Is Leesville failing us?

“The future belongs to a very different kind of person with a very different kind of mind-creators and empathizers, pattern recognizers, and meaning makers,” said Daniel Pink in his book A Whole New Mind. 

Hearing this poses the question: Is Leesville preparing us to be the kind of people the world is going to need 30 years from now?

Although there are certain subjects that will always be strictly memorization, such as math and science formulas, there is so much we’re only being taught to memorize, without being tested on our actual understanding of the material.  Being able to regurgitate information into a standardized test doesn’t show levels of creativity, problem solving, empathy, design ability, or even simple understanding. The only thing the tests we take prove are the fact that we can memorize exactly what the teacher told us we would need to get an ‘A’ on the test.

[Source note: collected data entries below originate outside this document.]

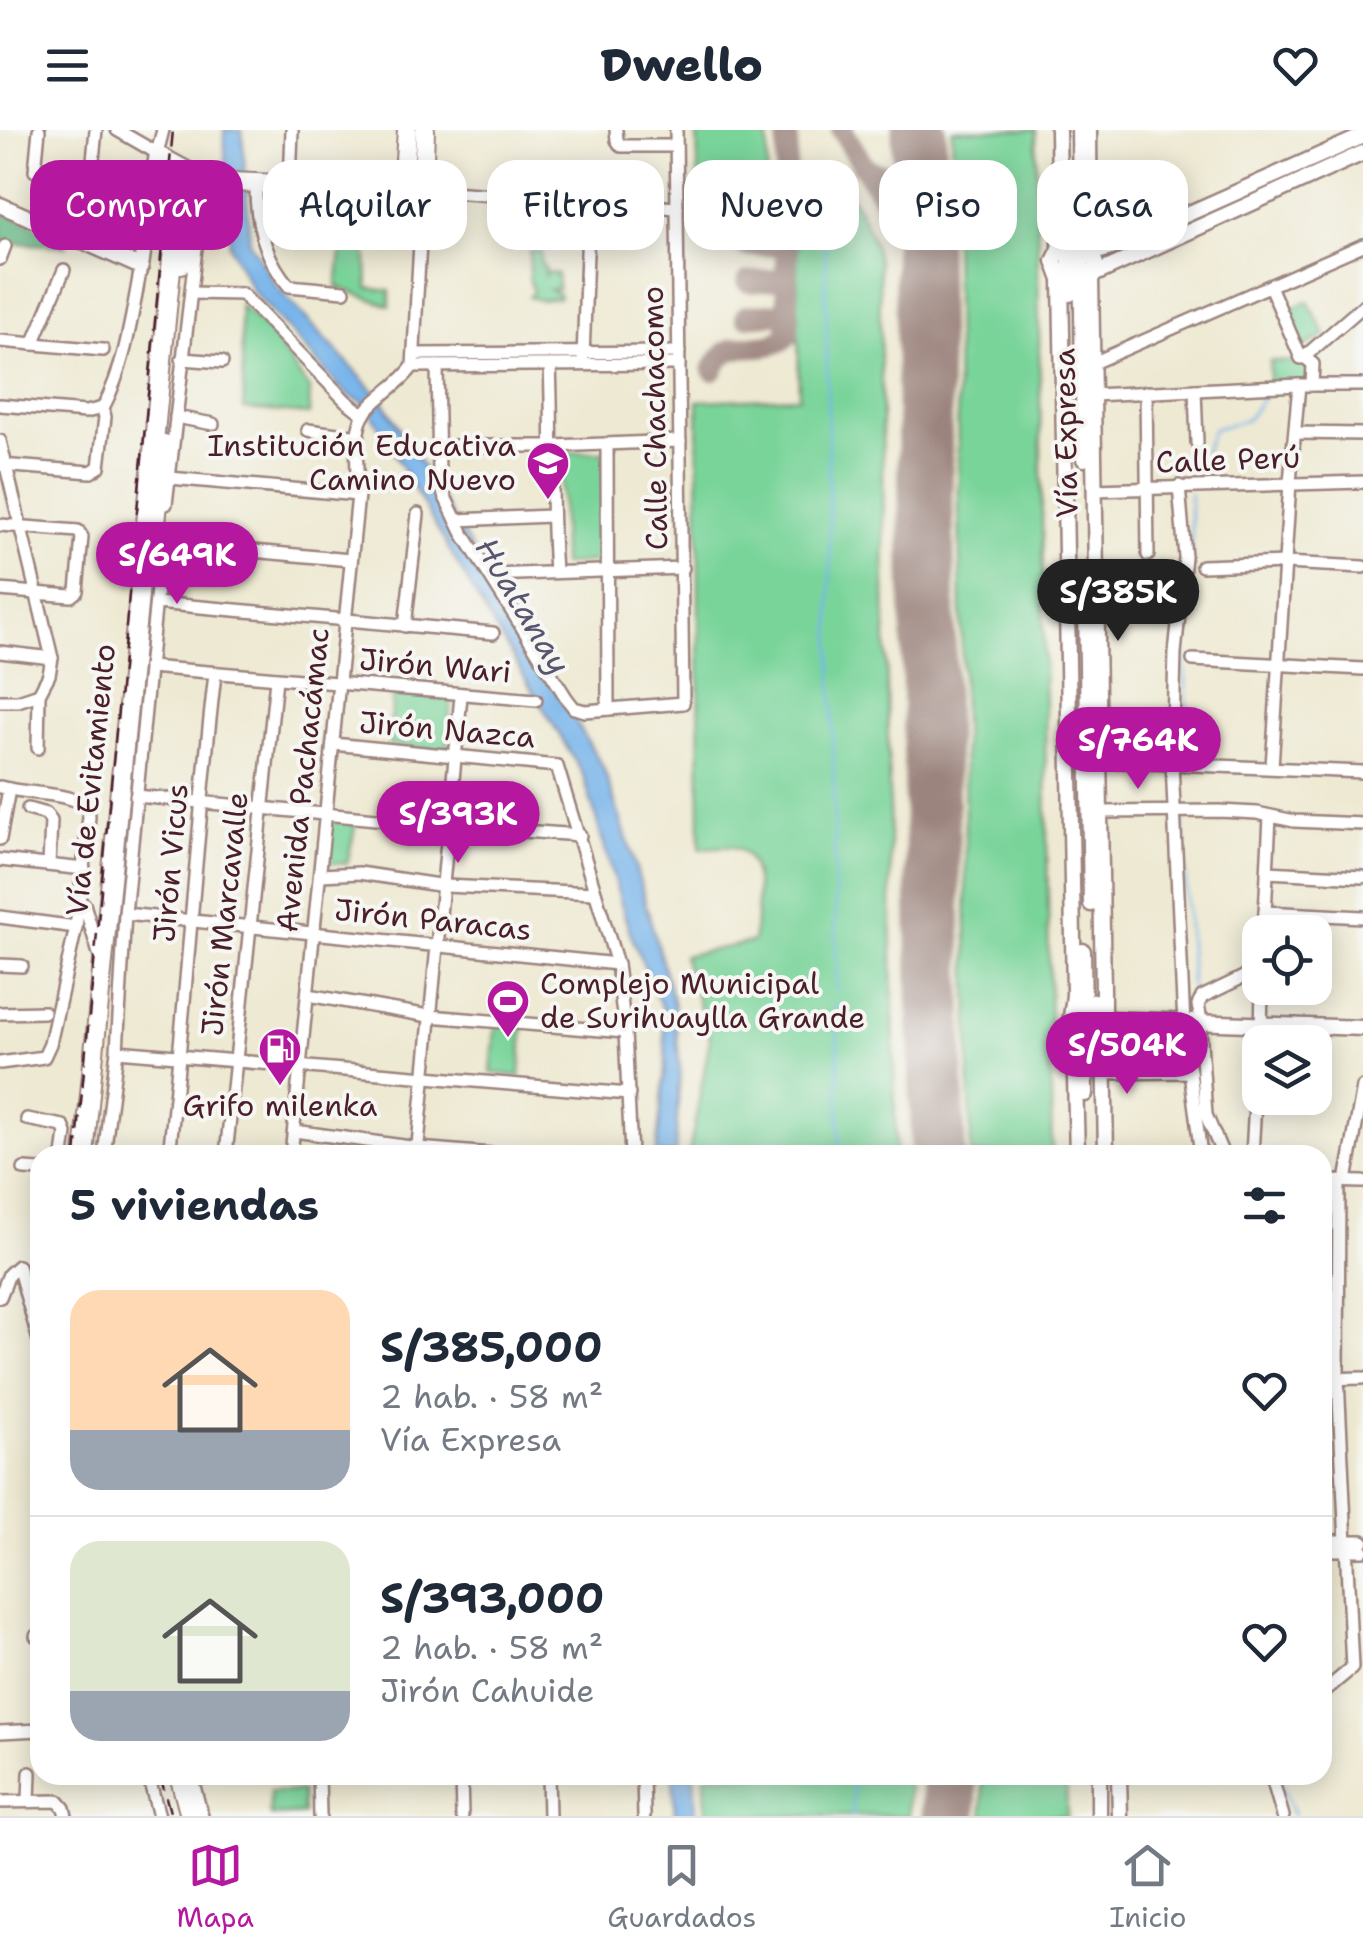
<!DOCTYPE html>
<html lang="es">
<meta charset="utf-8">
<style>
body{margin:0;font-family:"Shantell Sans",sans-serif;background:#f6f6f7;color:#1f2937;height:100vh;display:flex;flex-direction:column;font-size:38px;white-space:nowrap}
*{box-sizing:border-box;margin:0}
p{font-size:32px;color:#747a83}
.icon{flex:none;width:55px;height:55px;fill:none;stroke:currentColor;stroke-width:2;stroke-linecap:round;stroke-linejoin:round}
.map{position:relative;flex:1;overflow:hidden}
.drawer{position:absolute;left:30px;top:1015px;width:1302px;height:640px;display:flex;flex-direction:column;background:#fff;border-radius:30px;box-shadow:0 5px 25px #0003}
.drawer>*{flex:none}
.banner{position:absolute;left:30px;top:30px;width:1305px;height:90px;display:flex;gap:20px}
.buttons{position:absolute;left:1242px;top:785px;display:grid;gap:20px}
.buttons a{display:grid;place-items:center;width:90px;height:90px;border-radius:20px;background:#fff;box-shadow:0 5px 25px #0003;font-size:50px}
.price{position:absolute;translate:-50% -85px;padding:0 22px;border-radius:35px;background:#b5179e;color:#fff;font-size:32px;line-height:65px;filter:drop-shadow(0 2px 5px #0008)}
.price::after{content:'';position:absolute;left:50%;top:60px;width:30px;height:22px;margin-left:-15px;background:inherit;clip-path:polygon(0 0,100% 0,50% 100%)}
.price.on{background:#222;color:#fff}
ul{padding:0;list-style:none}
li{display:flex;align-items:center;gap:30px;height:250px;padding:0 40px}
li+li{border-top:2px solid #e0e1e3}
li span{display:grid;place-items:center;flex:none;width:280px;height:200px;border-radius:30px;color:#555}
li>.icon{margin-inline-start:auto}
span .icon{width:120px;height:120px;fill:#fffc;stroke-width:1}
li b{font-size:42px}
h2{display:flex;justify-content:space-between;align-items:center;height:120px;padding:0 40px;font-size:42px}
.pill{padding:0 35px;border-radius:30px;background:#fff;box-shadow:0 5px 25px #0003;font-size:35px;line-height:90px}
.pill.on{background:#b5179e;color:#fff}
header{display:flex;justify-content:space-between;align-items:center;height:130px;padding:0 40px;background:#fff;font-size:45px;font-weight:800}
.tabs{display:flex;justify-content:space-around;align-items:center;height:140px;border-top:2px solid #e0e1e3;background:#fff;font-size:28px;color:#747a83}
.tabs a{display:grid;justify-items:center;gap:5px}
.tabs .on{color:#b5179e}
.map>svg:first-child{display:block}
</style>
<header><svg class="icon" aria-label="menu" viewBox="0 0 24 24"><path d="M4 6h16M4 12h16M4 18h16"/></svg>Dwello<svg class="icon" aria-label="heart" viewBox="0 0 24 24"><path d="M12 20l-8-8c-3-5 5-10 8-4 3-6 11-1 8 4z"/></svg></header>
<div class="map">
<svg width="1363" height="1686" viewBox="0 0 1363 1686">
<rect width="100%" height="100%" fill="#f6f6f2"/>
<filter id="ink" filterUnits="userSpaceOnUse"><feTurbulence type="fractalNoise" baseFrequency=".01" numOctaves="2"/><feDisplacementMap in="SourceGraphic" scale="20" xChannelSelector="R" yChannelSelector="G"/><feConvolveMatrix kernelMatrix="1 2 1 2 8 2 1 2 1" color-interpolation-filters="sRGB"/></filter>
<filter id="wash" filterUnits="userSpaceOnUse"><feTurbulence type="fractalNoise" baseFrequency=".0048" numOctaves="4" result="noise"/><feDisplacementMap in="SourceGraphic" scale="40" xChannelSelector="R" yChannelSelector="G"/><feGaussianBlur stdDeviation="2.25" result="paint"/><feColorMatrix in="noise" values="0 0 0 0 0 0 0 0 0 0 0 0 0 0 0 0 0 1.4 0 .05"/><feComposite in="paint" operator="in"/></filter>
<g filter="url(#wash)">
<rect width="100%" height="100%" fill="#eee9d2"/>
<g fill="#79d49a" stroke="#627a62" stroke-width="2.5">
<path d="M697 0H768C768 72 770 69 699 71Z"/>
<path d="M952 0H1036L1052 1025H971Z"/>
<path d="M820 41C850 48 876 109 879 137L896 1025H689L710 908 683 826 753 812C757 788 765 724 733 717 723 715 710 718 700 719L698 271 799 267 796 68C798 53 804 44 820 41Z"/>
<path d="M344 97 366 102 368 158 390 161V176L337 157Z"/>
<path d="M530 121 542 122 541 134 545 137V145L547 142 557 144 558 159H548L559 164V168L539 170 529 167 533 162 529 147Z"/>
<path d="M1308 171 1326 206 1301 218 1285 181Z"/>
<path d="M240 175 269 202 310 260 309 284 244 279Z"/>
<path d="M1270 231 1307 232 1309 252 1269 253Z"/>
<path d="M561 322H605V431L562 435Z"/>
<path d="M393 565 451 569 447 621 389 615Z"/>
<path d="M330 682 356 693 347 734 325 732Z"/>
<path d="M496 887 524 890 520 946 491 943Z"/>
<path d="M705 1645H908L909 1686H706Z"/>
<path d="M982 1645H1066L1067 1686H983Z"/>
<path d="M302 1661 303 1684 270 1686V1662Z"/>
</g>
<path fill="#62b682" stroke="#566a56" stroke-width="2.5" d="M0 81 60 106 66 116 0 112Z"/>
<g fill="#78b5eb" stroke="#616a8b" stroke-width="2.5">
<path d="M224 0H242L250 113 277 157 383 271 603 637 631 721 674 875 680 939 675 1025H656L666 931 663 881 629 800 583 644 480 473 369 280 364 273 346 264 252 160 230 116Z"/>
<path d="M673 1645H694L696 1686H675Z"/>
</g>
<g fill="none" stroke-linecap="round" stroke-linejoin="round">
<g stroke="#78b5eb" stroke-width="2.5">
<path d="M824 54 837 860"/>
<path d="M1316 228 1363 185"/>
<path d="M1194 351 1213 299 1247 290 1263 267"/>
<path d="M1182 629 1187 573 1183 516 1192 431 1190 363"/>
<path d="M1181 642 1182 679"/>
<path d="M1182 687 1193 888"/>
<path d="M837 873 840 1025"/>
<path d="M1193 896 1197 953"/>
<path d="M1205 1010 1213 1025"/>
<path d="M852 1645 853 1686"/>
<path d="M1278 1645 1294 1686"/>
</g>
<g stroke="#9c847e" stroke-width="22">
<path d="M842 0 921 130"/>
<path d="M863 36C884 51 898 43 919 32"/>
<path d="M746 116 777 115 786 106"/>
<path d="M748 152 777 150 787 143"/>
<path d="M746 186 781 183 788 177"/>
<path d="M713 240C731 200 763 229 788 205L785 70 788 0"/>
</g>
<g stroke="#9c847e" stroke-width="55">
<path d="M919 0 938 1025"/>
<path d="M949 1645 950 1686"/>
</g>
</g>
</g>
<g filter="url(#ink)">
<g fill="none" stroke-linecap="round" stroke-linejoin="round">
<g stroke="#9c847e" stroke-width="16">
<g id="minor">
<path d="M117 0 157 23 163 0"/>
<path d="M616 0 617 10 621 16H676"/>
<path d="M35 41 39 0"/>
<path d="M256 52C255 89 264 128 289 156L344 161"/>
<path d="M290 54 292 0"/>
<path d="M88 80 96 0"/>
<path d="M0 129 5 116"/>
<path d="M1270 156 1301 228 1304 227 1313 234 1312 255"/>
<path d="M191 163 242 164 346 271 364 285"/>
<path d="M0 211 103 220"/>
<path d="M33 214 64 140"/>
<path d="M414 224 679 222"/>
<path d="M583 227 589 71"/>
<path d="M1304 227 1363 176"/>
<path d="M182 229 222 232"/>
<path d="M1093 233 1363 115"/>
<path d="M413 236 679 234"/>
<path d="M437 236 439 345 444 365 462 402 567 569 574 578 585 581 683 573 676 0"/>
<path d="M550 236C553 304 550 373 555 441"/>
<path d="M1195 260 1197 313"/>
<path d="M1146 262 1148 425"/>
<path d="M1093 265 1299 255H1363"/>
<path d="M0 275 86 282 103 278"/>
<path d="M176 287 213 294"/>
<path d="M308 300 359 307"/>
<path d="M1296 303 1363 304"/>
<path d="M0 311 52 528 49 545 39 564 38 618"/>
<path d="M607 315 608 579"/>
<path d="M438 316H554L680 311"/>
<path d="M0 335 91 342 99 337 105 287 103 278C126 234 132 184 141 137"/>
<path d="M170 348 358 365"/>
<path d="M1179 356 1185 427 1175 523 1172 633 1184 896 1201 1025"/>
<path d="M1094 360 1363 352"/>
<path d="M166 374 196 118 206 68 212 53"/>
<path d="M456 390 551 386"/>
<path d="M0 395 78 401 82 407 77 461 71 466 0 460"/>
<path d="M155 412 350 430"/>
<path d="M1202 436 1285 433 1363 437"/>
<path d="M492 445 683 438"/>
<path d="M156 473 493 503"/>
<path d="M405 496 418 384"/>
<path d="M0 522 52 528"/>
<path d="M1193 530 1363 539"/>
<path d="M149 537 536 570"/>
<path d="M0 571H18L39 564"/>
<path d="M333 614 557 636 617 834 625 902 631 1025"/>
<path d="M1098 631 1363 642"/>
<path d="M1272 637 1290 352 1299 255"/>
<path d="M0 657C31 665 57 661 88 675L89 687 76 797 50 914 44 927 0 933"/>
<path d="M136 666 449 696 580 705"/>
<path d="M28 679 46 684 51 691 49 735"/>
<path d="M1099 682 1219 681 1257 683 1294 691 1363 694"/>
<path d="M0 709 9 659"/>
<path d="M0 730 84 739"/>
<path d="M1267 742 1363 747"/>
<path d="M321 745 359 743 445 756 595 763"/>
<path d="M84 774 100 827"/>
<path d="M1265 782 1363 787"/>
<path d="M125 784 617 834"/>
<path d="M0 787 76 797"/>
<path d="M1264 802 1270 687"/>
<path d="M0 835 22 836"/>
<path d="M308 865 429 886 625 902"/>
<path d="M0 883 44 882"/>
<path d="M1201 890 1198 875 1202 867 1260 839"/>
<path d="M1200 897 1206 985 1223 1025"/>
<path d="M1261 901 1262 858"/>
<path d="M117 921 629 964"/>
<path d="M1104 943 1190 942"/>
<path d="M27 989 63 996 66 1003 63 1025"/>
<path d="M294 1001 418 1018 504 1025"/>
<path d="M104 1025 117 921 125 784 163 397"/>
<path d="M169 1025C187 865 196 704 215 544"/>
<path d="M226 1025 276 549"/>
<path d="M291 1025 358 365C358 342 351 299 367 280 381 263 400 255 413 236L423 60 677 78"/>
<path d="M417 1025 461 566"/>
<path d="M1252 1025 1257 936"/>
<path d="M24 1039 40 1040"/>
<path d="M1322 1051 1363 1052"/>
<path d="M1346 1051 1363 957"/>
<path d="M0 1167 9 1144 18 1136 40 1214"/>
<path d="M37 1187 40 1164"/>
<path d="M1322 1249 1363 1248"/>
<path d="M1322 1411H1363"/>
<path d="M1322 1420H1363"/>
<path d="M36 1506 40 1504"/>
<path d="M1322 1563 1352 1538 1338 1248 1339 1051"/>
<path d="M0 1602 40 1600"/>
<path d="M148 1645 159 1686"/>
<path d="M191 1645 202 1686"/>
<path d="M319 1645 320 1686"/>
<path d="M461 1645 462 1686"/>
<path d="M548 1645 549 1686"/>
<path d="M643 1645 644 1686"/>
<path d="M1271 1645 1283 1686"/>
<path d="M191 1648 262 1645"/>
<path d="M29 1671 30 1643"/>
<path d="M0 1672 58 1671 64 1678 66 1686"/>
</g>
</g>
<g stroke="#9c847e" stroke-width="19">
<g id="major">
<path d="M1058 0 1060 119 1054 131 1061 150 1074 862C1074 878 1066 895 1074 909L1077 1025"/>
<path d="M1079 0 1080 69"/>
<path d="M1089 0 1090 120 1096 134 1091 147 1103 861V882L1109 894 1104 910 1106 1025"/>
<path d="M0 75 141 137 157 23 211 52"/>
<path d="M1069 106 1070 164"/>
<path d="M1081 106 1084 329"/>
<path d="M1093 123 1111 118 1363 6"/>
<path d="M1093 145 1363 23"/>
<path d="M1086 476 1091 774"/>
<path d="M1083 821 1085 964"/>
<path d="M1095 871V924"/>
<path d="M1109 889 1363 898"/>
<path d="M1099 1645V1686"/>
<path d="M1119 1645 1120 1686"/>
</g>
</g>
<g stroke="#9c847e" stroke-width="22">
<g id="highway">
<path d="M403 59 407 0"/>
<path d="M181 134 198 62"/>
<path d="M155 403 164 314"/>
<path d="M84 1025 176 88C183 69 186 54 208 51L423 60 425 0"/>
<path d="M179 1645 190 1686"/>
</g>
</g>
<use href="#minor" stroke="#fff" stroke-width="11"/>
<use href="#major" stroke="#fff" stroke-width="14"/>
<use href="#highway" stroke="#fff" stroke-width="18"/>
<g stroke="#4a1f2b" stroke-width="2.5" stroke-dasharray="15 8" stroke-linecap="butt">
<path d="M76 1025 173 0"/>
<path d="M160 1645 171 1686"/>
</g>
</g>
</g>
<defs>
<g id="school-pin" transform="scale(2.25)"><path d="M0 17L-7.5 6A9.5 9.5 0 1 1 7.5 6Z" fill="#b5179e" stroke="#f6f6f2"/><path d="M0-5L7-2L0 1L-7-2ZM-4 1L0 2.5L4 1V4Q0 6-4 4Z" fill="#fff"/></g>
<g id="stadium-pin" transform="scale(2.25)"><path d="M0 17L-7.5 6A9.5 9.5 0 1 1 7.5 6Z" fill="#b5179e" stroke="#f6f6f2"/><path d="M0-5a6.5 5 0 1 0 0 10a6.5 5 0 1 0 0-10ZM-3.5-1.8h7v3.6h-7Z" fill="#fff"/></g>
<g id="fuel-pin" transform="scale(2.25)"><path d="M0 17L-7.5 6A9.5 9.5 0 1 1 7.5 6Z" fill="#b5179e" stroke="#f6f6f2"/><path d="M-5.5-6h7V0h2V4h1.3V-2.5L3-4.5l.8-.8L6-3V5H2.5V1h-1V6h-7ZM-4.2-4.7v3.2H.2V-4.7Z" fill="#fff"/></g>
</defs>
<g fill-rule="evenodd">
<use href="#school-pin" x="548" y="333"/>
<use href="#stadium-pin" x="508" y="871"/>
<use href="#fuel-pin" x="280" y="919"/>
</g>
<g text-anchor="middle" stroke-width="8" stroke-linejoin="round" paint-order="stroke">
<g font-size="30" fill="#4a1f2b" stroke="#f6f6f2">
<text transform="translate(655 288) rotate(-91)" y="10">Calle Chachacomo</text>
<text transform="translate(1066 303) rotate(-91)" y="10">Vía Expresa</text>
<text transform="translate(1228 330) rotate(-2)" y="10">Calle Perú</text>
<text transform="translate(435 536) rotate(5)" y="10">Jirón Wari</text>
<text transform="translate(447 600) rotate(5)" y="10">Jirón Nazca</text>
<text transform="translate(91 650) rotate(-84)" y="10">Vía de Evitamiento</text>
<text transform="translate(303 650) rotate(-84)" y="10">Avenida Pachacámac</text>
<text transform="translate(171 733) rotate(-85)" y="10">Jirón Vicus</text>
<text transform="translate(225 784) rotate(-84)" y="10">Jirón Marcavalle</text>
<text transform="translate(433 790) rotate(6)" y="10">Jirón Paracas</text>
</g>
<g font-size="30" fill="#4a1f2b" stroke="#f6f6f2" text-anchor="end">
<text x="516" y="326">Institución Educativa<tspan x="516" dy="34">Camino Nuevo</tspan></text>
<text x="540" y="864" text-anchor="start">Complejo Municipal<tspan x="540" dy="34">de Surihuaylla Grande</tspan></text>
<text x="280" y="986" text-anchor="middle">Grifo milenka</text>
</g>
<g font-size="32" font-style="italic" fill="#5a546e" stroke="#f6f6f2">
<text transform="translate(523 476) rotate(59)" y="11">Huatanay</text>
</g>
</g>
</svg>
<div class="buttons">
<a><svg class="icon" aria-label="locate" viewBox="0 0 24 24"><circle cx="12" cy="12" r="6"/><path d="M12 2v4M12 18v4M2 12h4M18 12h4"/></svg></a>
<a><svg class="icon" aria-label="layers" viewBox="0 0 24 24"><path d="M12 4l9 5-9 5-9-5zM3 14l9 5 9-5"/></svg></a>
</div>
<b class="price" style="left:177px;top:477px">S/649K</b>
<b class="price on" style="left:1118px;top:514px">S/385K</b>
<b class="price" style="left:1138px;top:662px">S/764K</b>
<b class="price" style="left:458px;top:736px">S/393K</b>
<b class="price" style="left:1127px;top:967px">S/504K</b>
<div class="banner">
<a class="pill on">Comprar</a>
<a class="pill">Alquilar</a>
<a class="pill">Filtros</a>
<a class="pill">Nuevo</a>
<a class="pill">Piso</a>
<a class="pill">Casa</a>
</div>
<section class="drawer">
<h2>5 viviendas<svg class="icon" aria-label="filters" viewBox="0 0 24 24"><path d="M4 7h16M4 17h16"/><circle cx="9" cy="7" r="2"/><circle cx="15" cy="17" r="2"/></svg></h2>
<ul>
<li><span style="background:linear-gradient(#ffd9b3 70%,#9aa5b1 0)"><svg class="icon" aria-label="home" viewBox="0 0 24 24"><path d="M3 11l9-7 9 7M6 9v11h12V9"/></svg></span><div><b>S/385,000</b><p>2 hab. · 58 m²</p><p>Vía Expresa</p></div><svg class="icon" aria-label="heart" viewBox="0 0 24 24"><path d="M12 20l-8-8c-3-5 5-10 8-4 3-6 11-1 8 4z"/></svg></li>
<li><span style="background:linear-gradient(#dfe7d0 75%,#9aa5b1 0)"><svg class="icon" aria-label="home" viewBox="0 0 24 24"><path d="M3 11l9-7 9 7M6 9v11h12V9"/></svg></span><div><b>S/393,000</b><p>2 hab. · 58 m²</p><p>Jirón Cahuide</p></div><svg class="icon" aria-label="heart" viewBox="0 0 24 24"><path d="M12 20l-8-8c-3-5 5-10 8-4 3-6 11-1 8 4z"/></svg></li>
</ul>
</section>
</div>
<nav class="tabs">
<a class="on"><svg class="icon" aria-label="map" viewBox="0 0 24 24"><path d="M3 6l6-2 6 2 6-2v14l-6 2-6-2-6 2zM9 4v14M15 6v14"/></svg>Mapa</a>
<a><svg class="icon" aria-label="saved" viewBox="0 0 24 24"><path d="M7 4h10v16l-5-4-5 4z"/></svg>Guardados</a>
<a><svg class="icon" aria-label="home" viewBox="0 0 24 24"><path d="M3 11l9-7 9 7M6 9v11h12V9"/></svg>Inicio</a>
</nav>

Leesville as a whole has above average test scores, and the rate of students who get into good colleges are average, but average is not enough on standardized tests. Test scores may get us into college, but they won’t make us the innovative and “right-brained” type of people the world will need. To be “right-brained” means that you have a visual thinking process, by looking first at the whole picture, then the details.

“The last few decades have belonged to a certain kind of person with a certain kind of mind — computer programmers who could crank code, lawyers who could craft contracts, MBAs who could crunch numbers,” said Pink.

As society has changed, our school systems should have, too. We need to be forced to problem solve, to be taught empathy, to be innovative, to design, and to create, and most importantly, how to work with other people all over the world.

If it’s easy enough for me to understand that these changes are necessary, why is our school board not having the same epiphany? A major result of our changing society is outsourcing to other countries which requires the ability to work with a wide variety of people, who may not work the same way we do. The rare times we do group activities in class is not enough to allow us to understand and learn how to collaborate with one another.

Innovation of technology is a great example of how quickly things change, and how creative we will need to be. To get people to want to buy your product, it needs to be the coolest thing out there; something people haven’t seen before. Creative and innovative people from all over the world bring new ideas to life each day. These people are much more successful than people with “old school” school jobs, such as teachers, lawyers, and doctors.

How exactly should Leesville better prepare us, then? In an article written by Akevy Greenblatt, he says that the focus should be changed from memorization of facts to what the student knows, can do, and is like after the material is forgotten. He also states that grades should stop being averaged and should start to be based on understanding of what was learned. These are just a few of many ways that schools could possibly change the way they teach their students.

If the future truly does belong to a very different kind of person, then Leesville should be provide classes and opportunities for us to think beyond the smaller picture, and prepare us for the jobs we’ll be expected to preform later on in life, rather than make our test grades higher.